Tantō Liveblogging
It’s six a.m. in Sydney.
gulp
Long innings at the top
— John Howard is the second longest-serving Prime Minister in Australia. The longest-serving was Robert Menzies, right, who held office twice for a total of 18 years
— During his ten years in power, Mr Howard has outlasted five Japanese prime ministers, including Junichiro Koizumi – Japan’s longest-serving prime minister since the mid1980s
— He has also seen off four Italian prime ministers, among them Silvio Berlusconi – who himself spent longer in office than any postwar Italian prime minister Tony Blair entered office a few months before Mr Howard was elected, and Gerhard Schröder’s entire seven years in power as German Chancellor came during his rule
— Since 1997, Australia have won the Ashes five times and lost once.

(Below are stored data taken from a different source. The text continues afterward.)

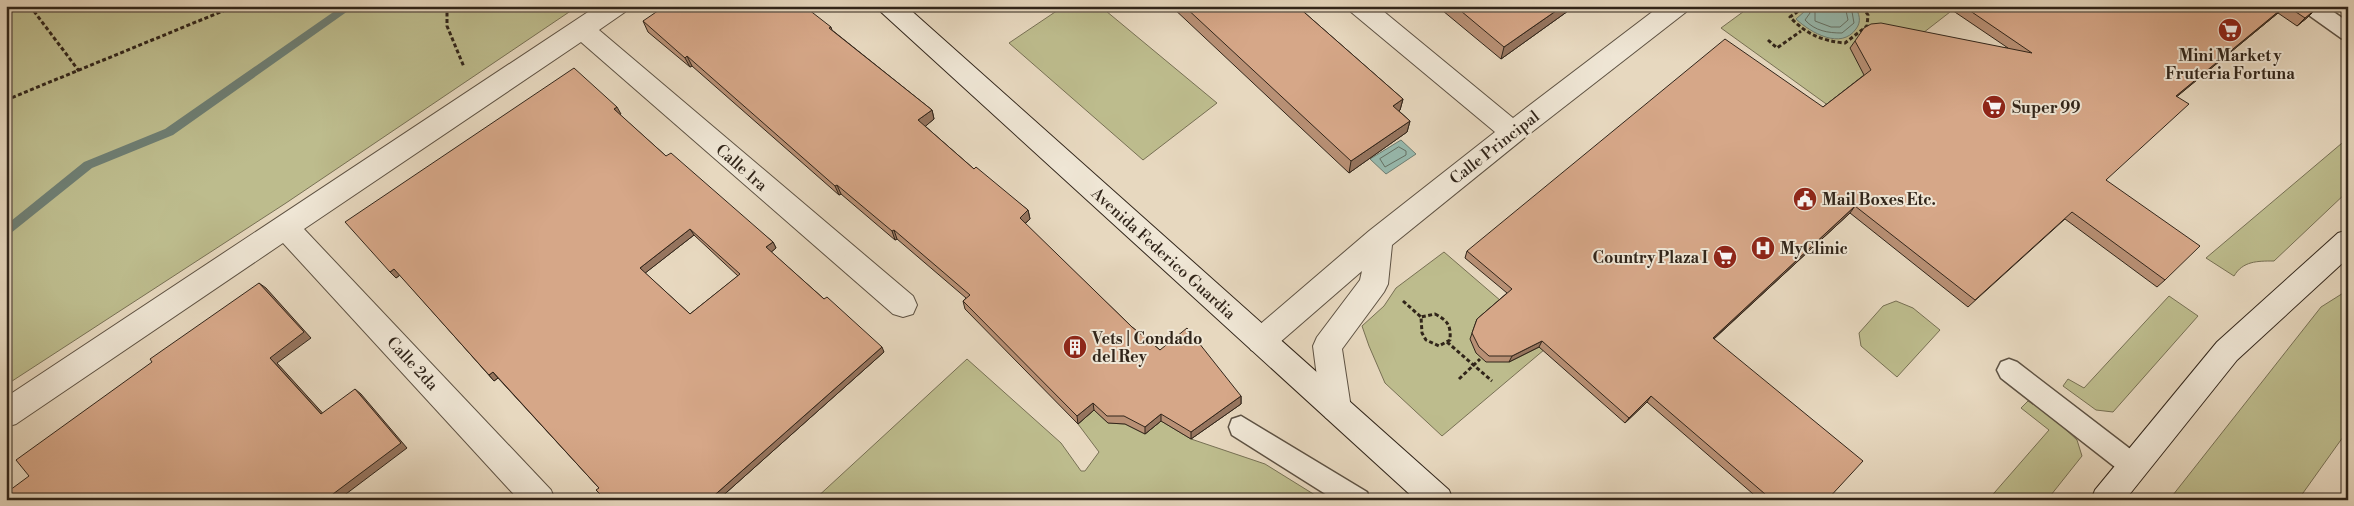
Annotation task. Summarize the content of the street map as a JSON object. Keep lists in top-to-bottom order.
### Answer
{
  "streets": {
    "street": [
      "Calle Principal",
      "Calle 1ra",
      "Avenida Federico Guardia",
      "Calle 2da"
    ]
  },
  "crossings": [
    ["Calle Principal", "Avenida Federico Guardia"]
  ],
  "places": {
    "supermarket": ["Mini Market y Fruteria Fortuna", "Super 99", "Country Plaza I"],
    "public building": ["Mail Boxes Etc."],
    "hospital": ["MyClinic"],
    "building": ["Vets | Condado del Rey"]
  }
}
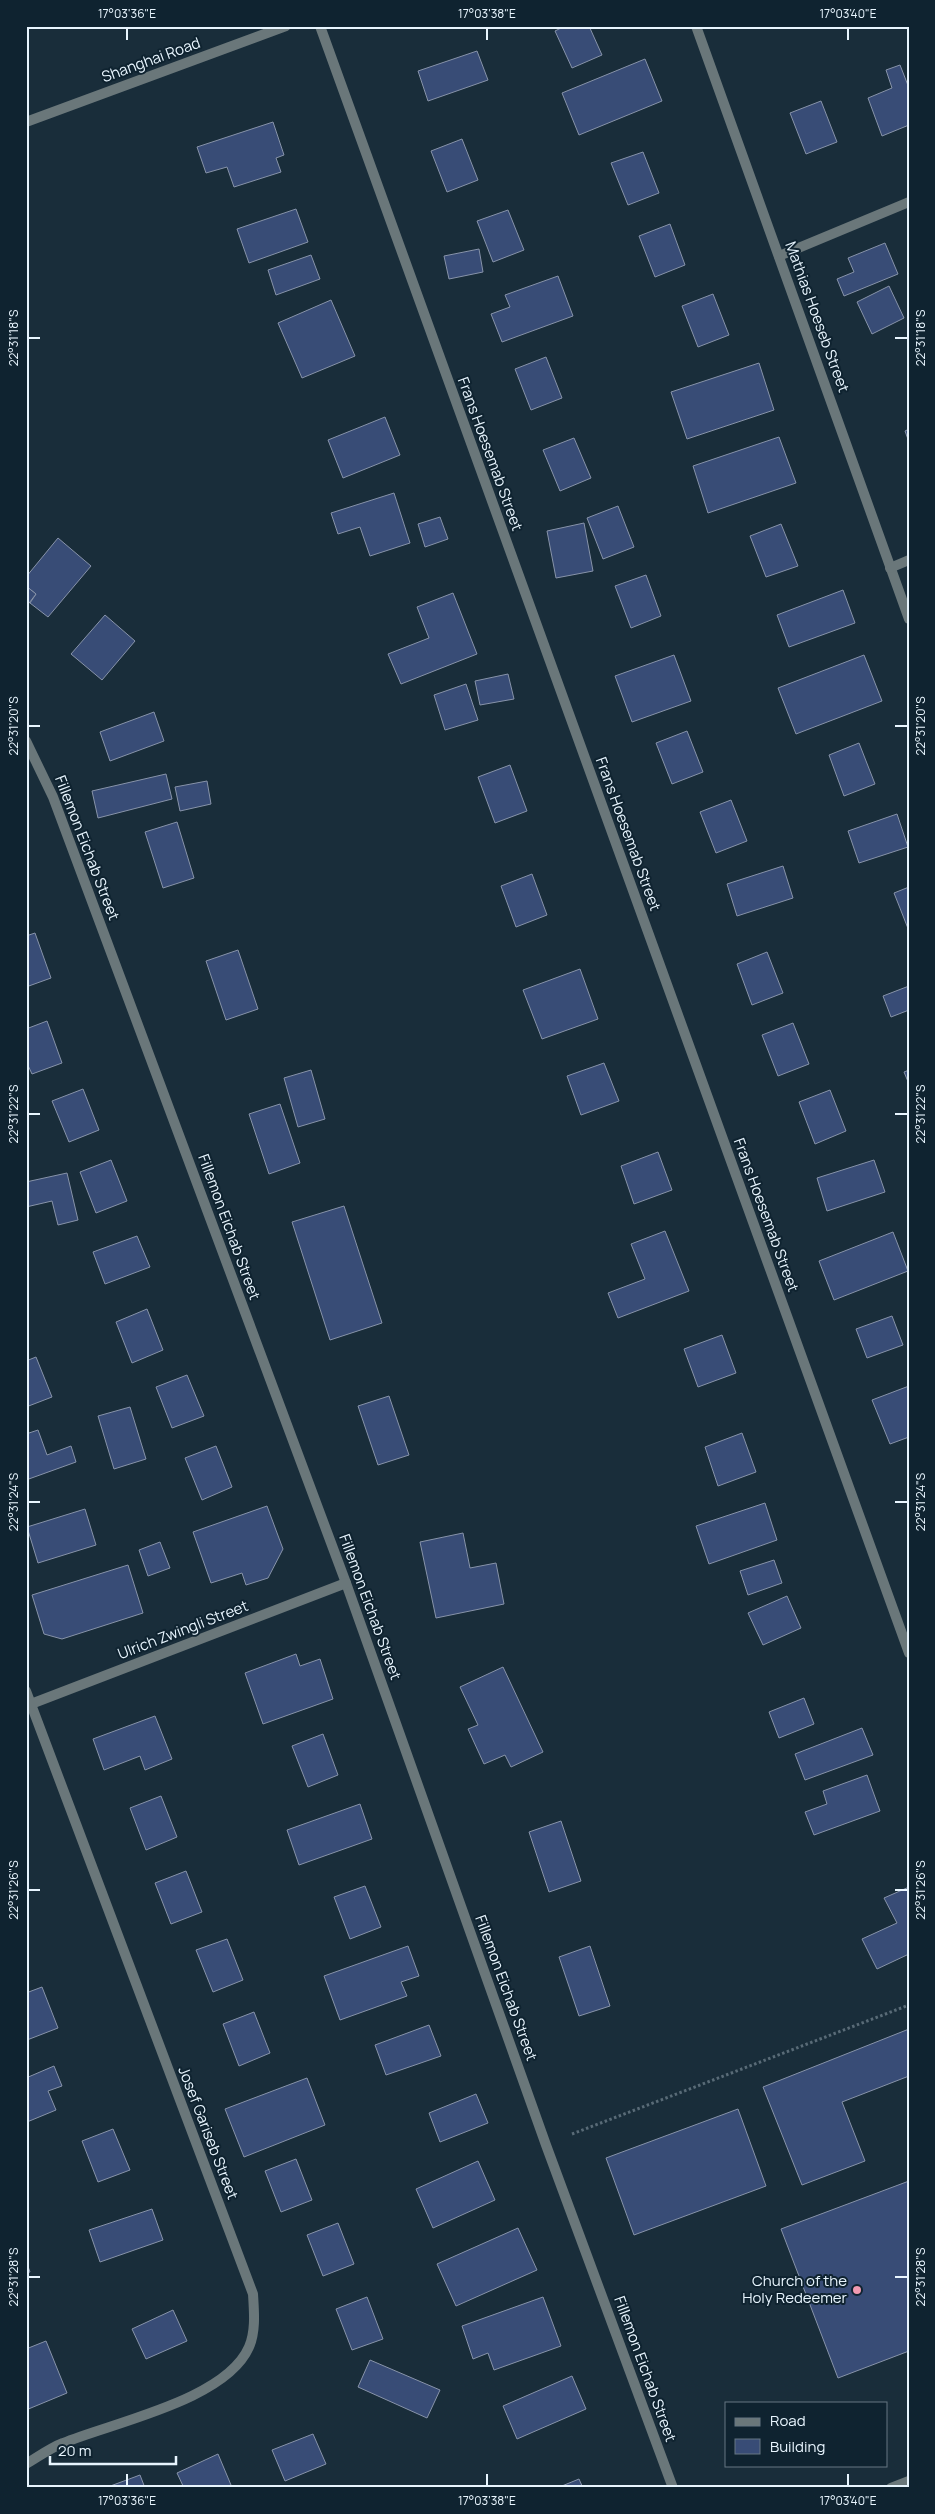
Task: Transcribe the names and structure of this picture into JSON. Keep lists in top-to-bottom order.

— The population of the country has risen by two million since that year
— In the same period the England football team have had six head coaches: from Glenn Hoddle (1996-1999) through to Steve McClaren (2006-2007)

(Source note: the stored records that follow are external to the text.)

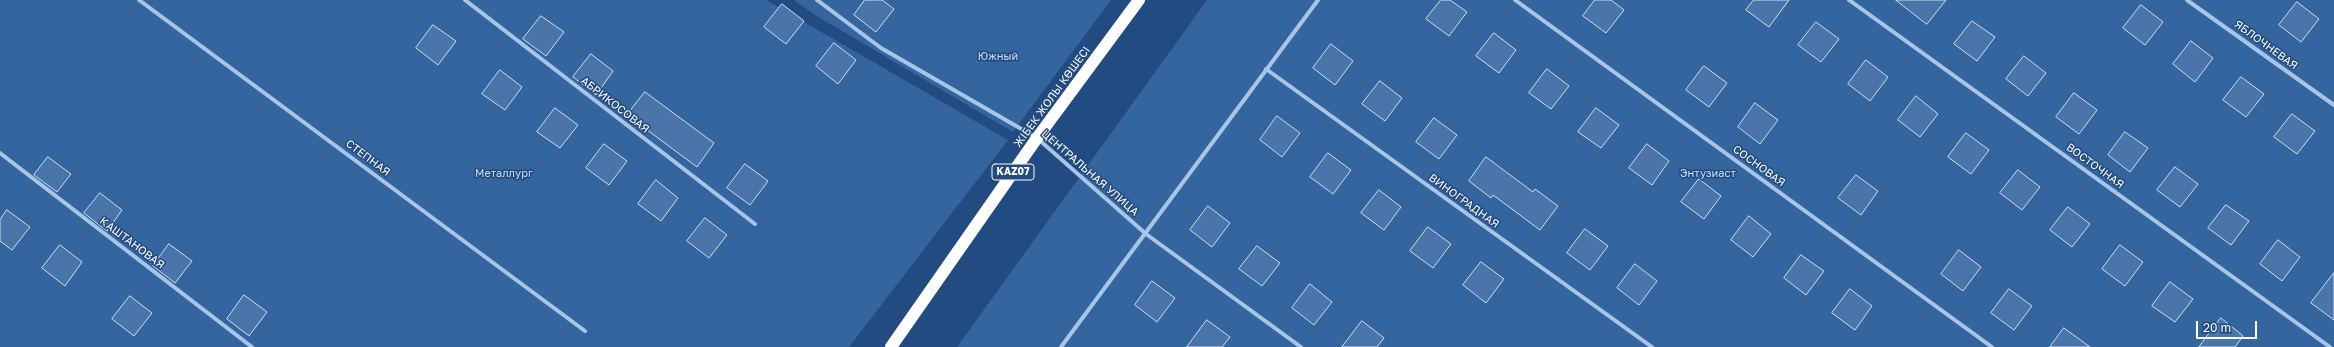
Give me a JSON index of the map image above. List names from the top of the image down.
{
  "streets": {
    "highway": ["ЖІБЕК ЖОЛЫ КӨШЕСІ", "KAZ07"],
    "street": [
      "ЯБЛОЧНЕВАЯ",
      "АБРИКОСОВАЯ",
      "СТЕПНАЯ",
      "СОСНОВАЯ",
      "ВОСТОЧНАЯ",
      "ЦЕНТРАЛЬНАЯ УЛИЦА",
      "ВИНОГРАДНАЯ",
      "КАШТАНОВАЯ"
    ]
  },
  "crossings": [
    ["ЖІБЕК ЖОЛЫ КӨШЕСІ", "ЦЕНТРАЛЬНАЯ УЛИЦА"]
  ],
  "parks": ["Южный", "Металлург", "Энтузиаст"],
  "scale_bar": "20 m"
}
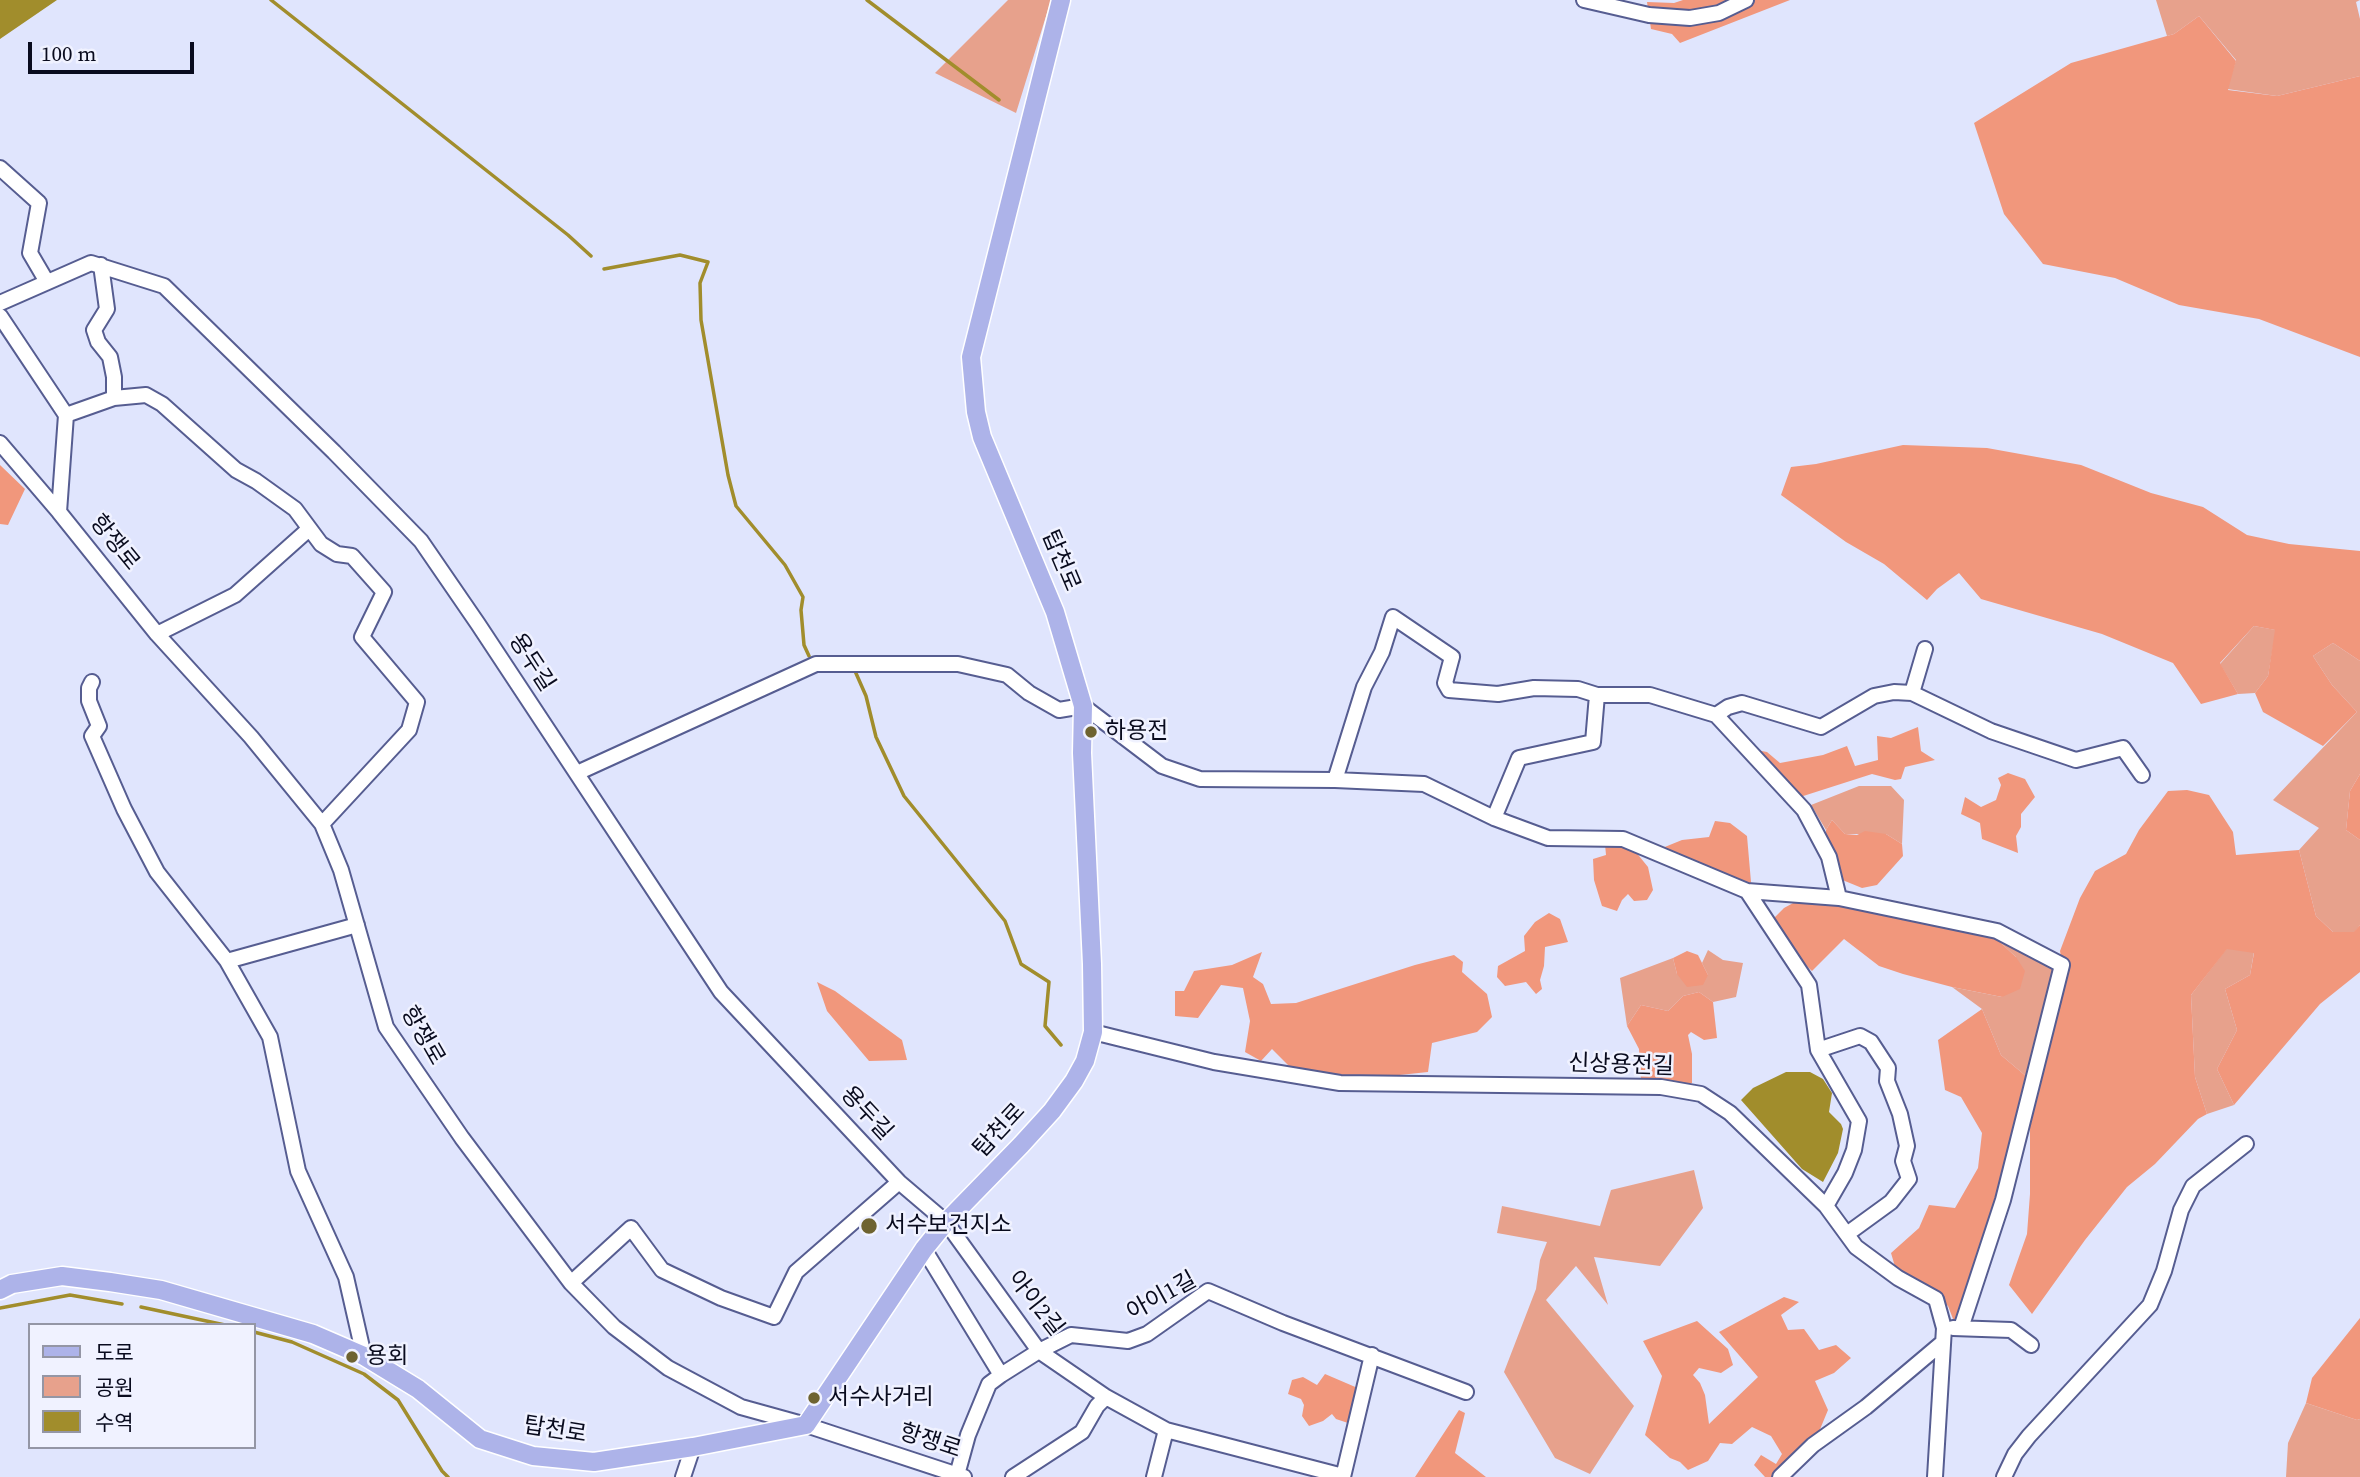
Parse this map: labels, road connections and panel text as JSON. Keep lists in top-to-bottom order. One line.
{"streets":{"main road":["탑천로"],"street":["항쟁로","용두길","신상용전길","아이1길","아이2길"]},"crossings":[["항쟁로","탑천로"],["항쟁로","아이1길"],["탑천로","용두길"],["탑천로","신상용전길"],["탑천로","아이2길"],["용두길","아이2길"],["아이1길","아이2길"]],"places":["하용전","서수보건지소","용회","서수사거리"],"legend":["도로","공원","수역"],"scale_bar":"100 m"}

Telegraph - John Howard enjoys late surge in the polls
Doesn’t matter though, does it? Lots of losers have wandered around afterwards saying “yeah but we were on a winning trajectory!”
It’s 8.35 in Sydney.
It’s 8 a.m. in Perth.
More funfacts:
• More than 13.5m of Australia’s roughly 21m people are registered to vote
• Electors will choose candidates for all 150 seats in the lower House of Representatives and 40 of the 76 seats in the upper house, the Senate
• PM John Howard has led the conservative Liberal-National party coalition to four election wins since 1996 and is seeking a final term
• Kevin Rudd is taking the centre-left Labor Party to the polls for the first time as leader
• Election issues are the economy, environment and war in Iraq
Well, sort of.
It’s a quarter to eight at night in Sydney.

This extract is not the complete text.